Ga. Lawmaker Loses Chairmanship Over ‘Disgusting’ Comments About John Lewis

Georgia Rep. Tommy Benton, left, was stripped of his committee leadership position after comments he made about the late Congressman John Lewis.

Associated Press file photos

Following the death of Congressman John Lewis, all of Georgia’s members of Congress asked the state Legislature to replace the statue of the vice president of the Confederacy, Alexander Stephens, in the U.S. Capitol with a statue of Lewis. Each state is allotted two statues on Capitol grounds.

Republican State Rep. Tommy Benton has lost a leadership position for speaking out against that proposal and publicly disparaging Lewis’ career.

As originally reported by the Atlanta Journal-Constitution, Benton told Commerce, Georgia, radio station WJJC that Lewis’ “only claim to fame was that he got conked on the head at the [Edmund] Pettus Bridge. And he has milked that for 50 years.”

Lewis’ skull was fractured on the Edmund Pettus Bridge in Selma, Alabama, when he was beaten by law enforcement during a peaceful civil rights march now known as “Bloody Sunday,” which prompted the passage of the Voting Rights Act.

Republican State House Speaker David Ralston relieved Benton of his committee chairmanship and called Benton’s comments “disgusting” and “offensive” in a statement.

“These comments do not reflect the values or the views of the House Majority Caucus. I can neither condone nor ignore such hurtful remarks,” Ralston said.

“I have never read a significant piece of legislation that was passed with [Lewis’] name on it,” Benton also said.

Lewis, reelected 16 times to his congressional district, was known as the “conscience of the Congress.” He is credited with fighting for 15 years to shepherd the passage of the National Museum of African American History and Culture.

“I would suggest that before they do something like that they take a pilgrimage down to Crawfordville and visit the Alexander Stephens Museum and read all the stuff that he did do,” Benton said of the idea to switch the statues.

In 2016, Benton made national news when he said the Ku Klux Klan “was not such a racist thing, but a vigilante thing to keep law and order” and “made a lot of people straighten up.”
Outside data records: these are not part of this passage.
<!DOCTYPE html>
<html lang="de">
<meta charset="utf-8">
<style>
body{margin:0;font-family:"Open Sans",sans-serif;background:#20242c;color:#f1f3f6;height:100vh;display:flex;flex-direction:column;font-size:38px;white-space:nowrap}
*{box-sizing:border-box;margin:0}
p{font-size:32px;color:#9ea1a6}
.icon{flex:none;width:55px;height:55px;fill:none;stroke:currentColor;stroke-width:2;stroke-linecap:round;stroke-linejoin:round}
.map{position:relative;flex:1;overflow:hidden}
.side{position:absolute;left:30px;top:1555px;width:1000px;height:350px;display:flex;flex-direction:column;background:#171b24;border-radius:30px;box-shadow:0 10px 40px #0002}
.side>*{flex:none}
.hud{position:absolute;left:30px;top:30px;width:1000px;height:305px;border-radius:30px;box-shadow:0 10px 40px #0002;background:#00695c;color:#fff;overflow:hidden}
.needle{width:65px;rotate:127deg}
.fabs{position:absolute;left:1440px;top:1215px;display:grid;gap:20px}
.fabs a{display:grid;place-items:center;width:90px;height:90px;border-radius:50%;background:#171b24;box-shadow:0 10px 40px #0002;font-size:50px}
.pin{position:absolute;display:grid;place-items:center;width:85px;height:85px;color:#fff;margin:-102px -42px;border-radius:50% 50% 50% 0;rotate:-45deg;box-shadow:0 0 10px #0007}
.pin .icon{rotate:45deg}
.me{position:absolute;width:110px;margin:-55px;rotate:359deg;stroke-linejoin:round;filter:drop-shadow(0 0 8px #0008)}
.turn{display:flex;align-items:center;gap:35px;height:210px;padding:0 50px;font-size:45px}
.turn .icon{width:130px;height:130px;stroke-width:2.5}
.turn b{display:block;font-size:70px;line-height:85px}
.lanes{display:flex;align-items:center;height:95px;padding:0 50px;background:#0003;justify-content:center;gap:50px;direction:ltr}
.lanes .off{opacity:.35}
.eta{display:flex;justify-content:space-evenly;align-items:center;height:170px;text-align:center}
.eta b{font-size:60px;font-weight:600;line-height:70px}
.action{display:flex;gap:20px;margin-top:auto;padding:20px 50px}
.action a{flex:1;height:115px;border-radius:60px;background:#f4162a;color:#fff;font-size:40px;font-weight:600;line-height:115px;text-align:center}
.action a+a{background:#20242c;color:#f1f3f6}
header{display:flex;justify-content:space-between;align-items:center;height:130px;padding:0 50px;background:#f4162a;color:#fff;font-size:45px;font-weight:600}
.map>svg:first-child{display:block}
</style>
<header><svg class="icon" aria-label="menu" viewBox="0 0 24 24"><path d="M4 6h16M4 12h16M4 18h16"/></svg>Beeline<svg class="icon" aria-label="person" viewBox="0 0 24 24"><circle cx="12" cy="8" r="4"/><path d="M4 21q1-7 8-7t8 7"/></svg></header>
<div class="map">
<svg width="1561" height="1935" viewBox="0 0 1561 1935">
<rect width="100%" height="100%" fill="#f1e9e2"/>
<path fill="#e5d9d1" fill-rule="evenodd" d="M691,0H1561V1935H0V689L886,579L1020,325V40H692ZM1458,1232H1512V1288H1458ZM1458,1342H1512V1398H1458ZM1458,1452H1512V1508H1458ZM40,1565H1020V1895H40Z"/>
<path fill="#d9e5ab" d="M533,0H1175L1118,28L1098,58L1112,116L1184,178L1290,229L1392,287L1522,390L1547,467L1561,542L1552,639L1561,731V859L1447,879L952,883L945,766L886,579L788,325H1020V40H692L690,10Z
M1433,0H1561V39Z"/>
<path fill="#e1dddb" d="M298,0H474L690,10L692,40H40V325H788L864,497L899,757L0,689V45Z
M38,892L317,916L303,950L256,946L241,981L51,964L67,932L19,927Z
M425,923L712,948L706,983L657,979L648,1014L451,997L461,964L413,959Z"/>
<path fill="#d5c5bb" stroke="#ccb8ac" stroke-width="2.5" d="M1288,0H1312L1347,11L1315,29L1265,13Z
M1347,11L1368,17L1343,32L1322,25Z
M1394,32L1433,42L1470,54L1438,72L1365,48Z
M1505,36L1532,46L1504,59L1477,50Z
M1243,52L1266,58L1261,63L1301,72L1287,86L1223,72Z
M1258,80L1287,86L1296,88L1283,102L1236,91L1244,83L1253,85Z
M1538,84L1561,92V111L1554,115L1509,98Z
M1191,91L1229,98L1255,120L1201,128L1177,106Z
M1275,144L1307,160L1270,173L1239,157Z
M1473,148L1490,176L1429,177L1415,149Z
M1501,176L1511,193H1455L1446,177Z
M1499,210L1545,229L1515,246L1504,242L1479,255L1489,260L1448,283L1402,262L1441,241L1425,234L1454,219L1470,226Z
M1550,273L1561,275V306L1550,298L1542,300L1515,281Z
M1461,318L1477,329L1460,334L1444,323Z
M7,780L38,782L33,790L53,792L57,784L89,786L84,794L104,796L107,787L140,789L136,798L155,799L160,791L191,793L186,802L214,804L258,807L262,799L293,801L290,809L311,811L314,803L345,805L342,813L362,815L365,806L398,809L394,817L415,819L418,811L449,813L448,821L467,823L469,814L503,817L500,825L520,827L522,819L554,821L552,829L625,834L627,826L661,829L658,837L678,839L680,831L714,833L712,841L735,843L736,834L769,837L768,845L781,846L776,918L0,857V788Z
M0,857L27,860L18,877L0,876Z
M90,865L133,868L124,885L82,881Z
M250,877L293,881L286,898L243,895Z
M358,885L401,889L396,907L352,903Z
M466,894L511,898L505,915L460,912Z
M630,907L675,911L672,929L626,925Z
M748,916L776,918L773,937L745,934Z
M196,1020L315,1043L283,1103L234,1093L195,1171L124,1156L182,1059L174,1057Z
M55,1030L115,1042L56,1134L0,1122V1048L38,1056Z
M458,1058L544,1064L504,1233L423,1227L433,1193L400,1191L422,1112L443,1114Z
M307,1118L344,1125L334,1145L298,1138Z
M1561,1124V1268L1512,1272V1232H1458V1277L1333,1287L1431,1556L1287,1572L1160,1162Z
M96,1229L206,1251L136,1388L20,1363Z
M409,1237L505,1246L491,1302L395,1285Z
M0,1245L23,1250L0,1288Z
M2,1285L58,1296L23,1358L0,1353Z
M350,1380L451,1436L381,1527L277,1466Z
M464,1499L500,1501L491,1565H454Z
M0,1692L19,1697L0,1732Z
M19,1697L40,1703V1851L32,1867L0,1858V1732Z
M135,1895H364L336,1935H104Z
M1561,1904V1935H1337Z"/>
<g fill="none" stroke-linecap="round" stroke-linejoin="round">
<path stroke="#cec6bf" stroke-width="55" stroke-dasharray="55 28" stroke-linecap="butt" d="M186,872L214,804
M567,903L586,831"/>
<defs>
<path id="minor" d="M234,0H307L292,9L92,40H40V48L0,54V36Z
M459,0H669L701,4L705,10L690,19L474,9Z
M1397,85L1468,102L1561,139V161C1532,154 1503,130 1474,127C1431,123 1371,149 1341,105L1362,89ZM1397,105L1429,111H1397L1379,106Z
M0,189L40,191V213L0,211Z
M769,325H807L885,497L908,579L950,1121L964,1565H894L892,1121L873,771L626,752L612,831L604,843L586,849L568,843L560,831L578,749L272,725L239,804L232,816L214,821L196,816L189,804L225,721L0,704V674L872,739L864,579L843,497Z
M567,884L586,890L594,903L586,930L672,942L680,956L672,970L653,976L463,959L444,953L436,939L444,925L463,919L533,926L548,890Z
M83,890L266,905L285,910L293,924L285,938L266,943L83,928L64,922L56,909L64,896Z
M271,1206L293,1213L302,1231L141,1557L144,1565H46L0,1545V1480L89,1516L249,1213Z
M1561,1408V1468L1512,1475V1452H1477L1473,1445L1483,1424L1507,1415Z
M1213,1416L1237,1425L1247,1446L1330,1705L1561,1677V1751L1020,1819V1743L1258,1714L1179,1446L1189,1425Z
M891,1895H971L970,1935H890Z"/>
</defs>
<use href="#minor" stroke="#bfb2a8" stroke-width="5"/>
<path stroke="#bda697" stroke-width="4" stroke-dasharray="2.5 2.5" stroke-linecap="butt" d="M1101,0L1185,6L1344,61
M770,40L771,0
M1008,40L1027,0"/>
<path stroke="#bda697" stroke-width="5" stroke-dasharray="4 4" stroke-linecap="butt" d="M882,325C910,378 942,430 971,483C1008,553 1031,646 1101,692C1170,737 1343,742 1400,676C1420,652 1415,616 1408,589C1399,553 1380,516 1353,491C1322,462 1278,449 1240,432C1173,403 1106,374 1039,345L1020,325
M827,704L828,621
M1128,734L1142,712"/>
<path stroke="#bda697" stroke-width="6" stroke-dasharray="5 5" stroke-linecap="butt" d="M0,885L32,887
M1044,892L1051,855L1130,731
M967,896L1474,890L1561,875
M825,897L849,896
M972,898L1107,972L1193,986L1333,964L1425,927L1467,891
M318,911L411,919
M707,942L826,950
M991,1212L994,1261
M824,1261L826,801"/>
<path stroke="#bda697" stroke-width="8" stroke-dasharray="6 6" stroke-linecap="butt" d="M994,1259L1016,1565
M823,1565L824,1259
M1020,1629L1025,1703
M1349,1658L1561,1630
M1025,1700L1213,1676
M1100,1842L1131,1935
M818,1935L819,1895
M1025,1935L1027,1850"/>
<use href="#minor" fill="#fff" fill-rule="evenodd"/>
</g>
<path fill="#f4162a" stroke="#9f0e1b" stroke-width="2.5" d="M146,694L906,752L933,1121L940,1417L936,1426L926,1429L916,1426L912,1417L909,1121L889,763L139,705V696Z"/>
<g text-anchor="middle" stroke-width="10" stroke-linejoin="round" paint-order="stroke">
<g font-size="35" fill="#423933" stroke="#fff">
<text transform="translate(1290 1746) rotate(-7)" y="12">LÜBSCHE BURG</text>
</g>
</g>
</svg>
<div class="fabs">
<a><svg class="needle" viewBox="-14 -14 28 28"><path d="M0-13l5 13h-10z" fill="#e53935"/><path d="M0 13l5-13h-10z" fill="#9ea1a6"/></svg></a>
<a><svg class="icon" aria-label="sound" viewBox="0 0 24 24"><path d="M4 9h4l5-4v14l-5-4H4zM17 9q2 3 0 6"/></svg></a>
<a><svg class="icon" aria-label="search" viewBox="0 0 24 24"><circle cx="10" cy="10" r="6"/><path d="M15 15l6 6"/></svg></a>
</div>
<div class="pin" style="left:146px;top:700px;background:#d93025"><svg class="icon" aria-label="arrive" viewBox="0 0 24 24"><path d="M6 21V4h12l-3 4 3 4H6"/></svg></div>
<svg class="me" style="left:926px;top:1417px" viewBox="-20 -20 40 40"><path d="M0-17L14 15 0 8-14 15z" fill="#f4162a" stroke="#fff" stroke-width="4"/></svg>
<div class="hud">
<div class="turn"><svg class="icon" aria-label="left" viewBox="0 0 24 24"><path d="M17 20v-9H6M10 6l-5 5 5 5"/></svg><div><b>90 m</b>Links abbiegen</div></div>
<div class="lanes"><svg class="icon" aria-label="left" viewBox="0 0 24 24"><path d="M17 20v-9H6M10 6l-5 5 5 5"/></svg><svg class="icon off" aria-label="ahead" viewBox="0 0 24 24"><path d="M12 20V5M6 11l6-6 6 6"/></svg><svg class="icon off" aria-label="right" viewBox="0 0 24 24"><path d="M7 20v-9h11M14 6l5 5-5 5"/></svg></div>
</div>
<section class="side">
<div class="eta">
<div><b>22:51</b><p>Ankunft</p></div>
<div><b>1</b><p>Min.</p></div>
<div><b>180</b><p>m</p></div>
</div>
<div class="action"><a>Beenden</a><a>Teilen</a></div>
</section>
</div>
This is the second time Benton has lost a chairmanship. In 2017, it was because he circulated an article titled “The Absurdity of Slavery as the Cause of the War Between the States.”

That same year he introduced a resolution, which never passed, honoring the Confederacy with no mention of slavery or the Civil War.

When he received a leadership position again in 2019, a spokesman for Speaker Ralston, Kaleb McMichen, told the AJC, “The speaker’s philosophy is that people deserve a second chance and that’s what he has given Chairman Benton.”

Ralston, Republican Lt. Gov. Geoff Duncan and Gov. Brian Kemp have all endorsed the idea to add Congressman Lewis’ statue to the U.S. Capitol, which would require approval by the General Assembly.